Your objective:
From the entries below, copy every line where the string "Hayes" appears.

Records for the exercise:
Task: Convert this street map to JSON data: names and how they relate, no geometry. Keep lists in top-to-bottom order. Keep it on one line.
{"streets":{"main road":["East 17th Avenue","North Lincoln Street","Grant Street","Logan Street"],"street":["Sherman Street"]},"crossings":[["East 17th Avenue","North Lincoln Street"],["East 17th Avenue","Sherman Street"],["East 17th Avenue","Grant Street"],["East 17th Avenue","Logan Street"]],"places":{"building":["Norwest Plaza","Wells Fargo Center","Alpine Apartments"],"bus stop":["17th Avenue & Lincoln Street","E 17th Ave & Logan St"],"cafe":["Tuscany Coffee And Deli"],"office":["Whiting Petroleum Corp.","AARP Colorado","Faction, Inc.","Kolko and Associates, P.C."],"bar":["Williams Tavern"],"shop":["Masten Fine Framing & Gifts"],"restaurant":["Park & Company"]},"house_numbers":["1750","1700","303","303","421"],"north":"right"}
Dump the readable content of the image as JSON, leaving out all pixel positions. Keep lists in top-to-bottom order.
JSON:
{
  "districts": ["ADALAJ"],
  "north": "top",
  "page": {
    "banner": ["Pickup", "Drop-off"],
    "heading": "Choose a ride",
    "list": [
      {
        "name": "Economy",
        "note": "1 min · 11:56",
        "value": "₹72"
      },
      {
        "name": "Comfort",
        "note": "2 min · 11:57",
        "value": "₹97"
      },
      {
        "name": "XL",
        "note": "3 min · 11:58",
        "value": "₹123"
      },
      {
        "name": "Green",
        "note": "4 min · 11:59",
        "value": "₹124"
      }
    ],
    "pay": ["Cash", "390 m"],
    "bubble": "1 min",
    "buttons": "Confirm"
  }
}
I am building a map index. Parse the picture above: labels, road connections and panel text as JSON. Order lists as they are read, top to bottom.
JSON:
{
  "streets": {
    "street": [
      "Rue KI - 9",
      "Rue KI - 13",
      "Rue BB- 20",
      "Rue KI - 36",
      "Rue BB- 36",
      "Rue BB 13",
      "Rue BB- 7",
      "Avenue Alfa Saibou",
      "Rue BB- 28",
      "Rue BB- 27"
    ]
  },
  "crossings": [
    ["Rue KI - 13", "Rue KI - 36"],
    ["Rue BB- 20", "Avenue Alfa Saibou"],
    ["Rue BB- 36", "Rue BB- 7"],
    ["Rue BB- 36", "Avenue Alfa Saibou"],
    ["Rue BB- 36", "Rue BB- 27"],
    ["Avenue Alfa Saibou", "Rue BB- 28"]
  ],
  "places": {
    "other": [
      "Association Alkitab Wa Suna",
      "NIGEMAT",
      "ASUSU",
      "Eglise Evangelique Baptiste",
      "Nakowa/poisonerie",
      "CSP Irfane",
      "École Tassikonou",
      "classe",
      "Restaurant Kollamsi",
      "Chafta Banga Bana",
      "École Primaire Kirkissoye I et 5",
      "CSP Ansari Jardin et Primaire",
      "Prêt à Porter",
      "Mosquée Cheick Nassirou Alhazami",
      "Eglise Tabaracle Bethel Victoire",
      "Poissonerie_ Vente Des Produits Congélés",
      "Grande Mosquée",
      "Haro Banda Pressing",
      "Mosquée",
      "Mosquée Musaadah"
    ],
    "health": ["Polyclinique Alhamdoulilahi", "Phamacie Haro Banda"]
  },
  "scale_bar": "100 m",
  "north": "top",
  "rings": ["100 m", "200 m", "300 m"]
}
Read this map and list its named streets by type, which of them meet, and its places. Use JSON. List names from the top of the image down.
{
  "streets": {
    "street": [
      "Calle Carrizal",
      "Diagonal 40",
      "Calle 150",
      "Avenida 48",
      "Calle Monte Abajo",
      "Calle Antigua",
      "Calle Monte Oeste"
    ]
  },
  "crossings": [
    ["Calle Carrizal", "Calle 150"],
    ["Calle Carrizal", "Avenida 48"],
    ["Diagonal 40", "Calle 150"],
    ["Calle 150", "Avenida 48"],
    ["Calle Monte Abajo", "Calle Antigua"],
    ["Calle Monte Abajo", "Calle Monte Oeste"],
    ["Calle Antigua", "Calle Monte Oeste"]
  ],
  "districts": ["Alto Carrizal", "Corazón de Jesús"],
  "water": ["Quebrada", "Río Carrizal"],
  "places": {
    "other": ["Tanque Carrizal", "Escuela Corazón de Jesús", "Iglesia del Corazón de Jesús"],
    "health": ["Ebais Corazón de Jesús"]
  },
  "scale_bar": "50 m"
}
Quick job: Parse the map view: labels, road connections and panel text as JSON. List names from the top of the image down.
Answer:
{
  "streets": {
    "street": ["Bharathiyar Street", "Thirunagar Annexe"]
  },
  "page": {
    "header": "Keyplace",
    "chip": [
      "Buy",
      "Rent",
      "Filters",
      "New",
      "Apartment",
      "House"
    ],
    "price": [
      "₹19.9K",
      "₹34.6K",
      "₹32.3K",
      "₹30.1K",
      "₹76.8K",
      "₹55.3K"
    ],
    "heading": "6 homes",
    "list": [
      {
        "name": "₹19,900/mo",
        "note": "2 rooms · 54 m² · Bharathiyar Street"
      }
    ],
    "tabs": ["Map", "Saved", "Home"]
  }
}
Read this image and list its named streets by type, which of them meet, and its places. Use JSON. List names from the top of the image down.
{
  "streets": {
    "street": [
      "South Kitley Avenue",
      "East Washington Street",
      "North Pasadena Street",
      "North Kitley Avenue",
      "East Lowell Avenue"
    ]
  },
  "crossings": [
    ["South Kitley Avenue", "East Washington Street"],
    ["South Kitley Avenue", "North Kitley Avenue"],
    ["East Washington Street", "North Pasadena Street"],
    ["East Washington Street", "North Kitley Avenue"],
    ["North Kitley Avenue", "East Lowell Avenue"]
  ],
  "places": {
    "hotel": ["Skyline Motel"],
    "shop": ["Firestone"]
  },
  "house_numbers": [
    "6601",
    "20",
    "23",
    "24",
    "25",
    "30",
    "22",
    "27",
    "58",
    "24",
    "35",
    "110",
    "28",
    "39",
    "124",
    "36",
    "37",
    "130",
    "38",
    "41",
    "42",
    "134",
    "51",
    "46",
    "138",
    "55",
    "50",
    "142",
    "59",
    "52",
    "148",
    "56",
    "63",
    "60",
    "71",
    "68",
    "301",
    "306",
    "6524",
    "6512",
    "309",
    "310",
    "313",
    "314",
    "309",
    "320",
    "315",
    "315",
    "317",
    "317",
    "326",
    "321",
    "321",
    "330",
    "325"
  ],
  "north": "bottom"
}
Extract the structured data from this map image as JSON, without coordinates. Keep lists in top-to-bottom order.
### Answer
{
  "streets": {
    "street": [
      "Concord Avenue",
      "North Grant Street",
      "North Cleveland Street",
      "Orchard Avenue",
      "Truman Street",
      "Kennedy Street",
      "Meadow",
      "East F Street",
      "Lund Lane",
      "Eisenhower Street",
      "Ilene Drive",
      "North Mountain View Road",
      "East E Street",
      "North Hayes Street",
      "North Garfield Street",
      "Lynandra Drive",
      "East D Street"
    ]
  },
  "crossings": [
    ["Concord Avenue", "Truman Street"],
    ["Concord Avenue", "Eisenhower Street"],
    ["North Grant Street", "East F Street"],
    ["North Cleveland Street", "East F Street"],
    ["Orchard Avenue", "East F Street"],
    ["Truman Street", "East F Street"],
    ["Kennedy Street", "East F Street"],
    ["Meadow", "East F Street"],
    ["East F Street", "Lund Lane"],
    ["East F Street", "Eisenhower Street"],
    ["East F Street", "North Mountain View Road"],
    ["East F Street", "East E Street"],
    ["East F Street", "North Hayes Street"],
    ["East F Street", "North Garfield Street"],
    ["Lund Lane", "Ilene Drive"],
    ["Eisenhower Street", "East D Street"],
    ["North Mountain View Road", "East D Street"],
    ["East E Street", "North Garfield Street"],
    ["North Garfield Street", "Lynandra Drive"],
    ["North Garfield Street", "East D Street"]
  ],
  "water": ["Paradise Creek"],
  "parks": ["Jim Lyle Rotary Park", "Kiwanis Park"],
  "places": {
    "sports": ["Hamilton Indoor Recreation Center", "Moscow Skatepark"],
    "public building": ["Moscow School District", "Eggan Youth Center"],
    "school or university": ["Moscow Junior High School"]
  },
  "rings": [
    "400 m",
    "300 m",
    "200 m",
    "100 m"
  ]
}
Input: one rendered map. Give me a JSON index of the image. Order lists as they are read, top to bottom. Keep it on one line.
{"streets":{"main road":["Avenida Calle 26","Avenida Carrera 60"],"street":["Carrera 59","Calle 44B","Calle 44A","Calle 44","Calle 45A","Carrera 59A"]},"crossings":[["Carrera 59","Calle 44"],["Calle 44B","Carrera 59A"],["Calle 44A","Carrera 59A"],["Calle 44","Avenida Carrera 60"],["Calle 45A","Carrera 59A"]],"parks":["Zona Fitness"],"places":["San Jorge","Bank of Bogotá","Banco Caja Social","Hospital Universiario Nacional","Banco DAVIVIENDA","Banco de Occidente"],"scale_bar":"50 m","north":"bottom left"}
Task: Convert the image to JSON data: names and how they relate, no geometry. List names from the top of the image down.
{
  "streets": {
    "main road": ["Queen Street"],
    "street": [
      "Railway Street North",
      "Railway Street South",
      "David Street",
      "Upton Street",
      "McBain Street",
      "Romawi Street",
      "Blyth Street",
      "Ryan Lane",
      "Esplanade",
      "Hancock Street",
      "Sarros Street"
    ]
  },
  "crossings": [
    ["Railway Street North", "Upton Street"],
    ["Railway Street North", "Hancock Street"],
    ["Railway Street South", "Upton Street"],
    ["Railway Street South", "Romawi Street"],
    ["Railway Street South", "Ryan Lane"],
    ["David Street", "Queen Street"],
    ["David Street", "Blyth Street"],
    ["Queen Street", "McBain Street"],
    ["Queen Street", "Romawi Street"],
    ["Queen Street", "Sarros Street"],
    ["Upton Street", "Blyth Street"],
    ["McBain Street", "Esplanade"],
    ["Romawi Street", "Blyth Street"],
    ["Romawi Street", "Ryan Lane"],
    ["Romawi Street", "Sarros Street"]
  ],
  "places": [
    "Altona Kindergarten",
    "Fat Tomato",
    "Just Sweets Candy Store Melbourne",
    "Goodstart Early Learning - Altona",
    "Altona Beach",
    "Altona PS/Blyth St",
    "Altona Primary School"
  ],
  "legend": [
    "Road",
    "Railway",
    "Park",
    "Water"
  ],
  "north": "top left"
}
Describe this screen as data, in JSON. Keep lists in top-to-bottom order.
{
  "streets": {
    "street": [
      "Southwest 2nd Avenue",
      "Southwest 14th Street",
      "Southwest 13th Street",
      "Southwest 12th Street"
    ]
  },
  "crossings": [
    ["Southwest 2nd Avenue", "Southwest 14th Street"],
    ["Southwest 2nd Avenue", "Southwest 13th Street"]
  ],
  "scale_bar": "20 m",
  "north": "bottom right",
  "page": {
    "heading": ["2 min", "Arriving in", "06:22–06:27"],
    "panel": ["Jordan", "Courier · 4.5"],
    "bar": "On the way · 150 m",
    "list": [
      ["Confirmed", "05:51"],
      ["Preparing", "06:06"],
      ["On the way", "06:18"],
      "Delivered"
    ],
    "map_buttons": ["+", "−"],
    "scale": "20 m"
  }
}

Solution to this exercise:
      "North Hayes Street",
    ["East F Street", "North Hayes Street"],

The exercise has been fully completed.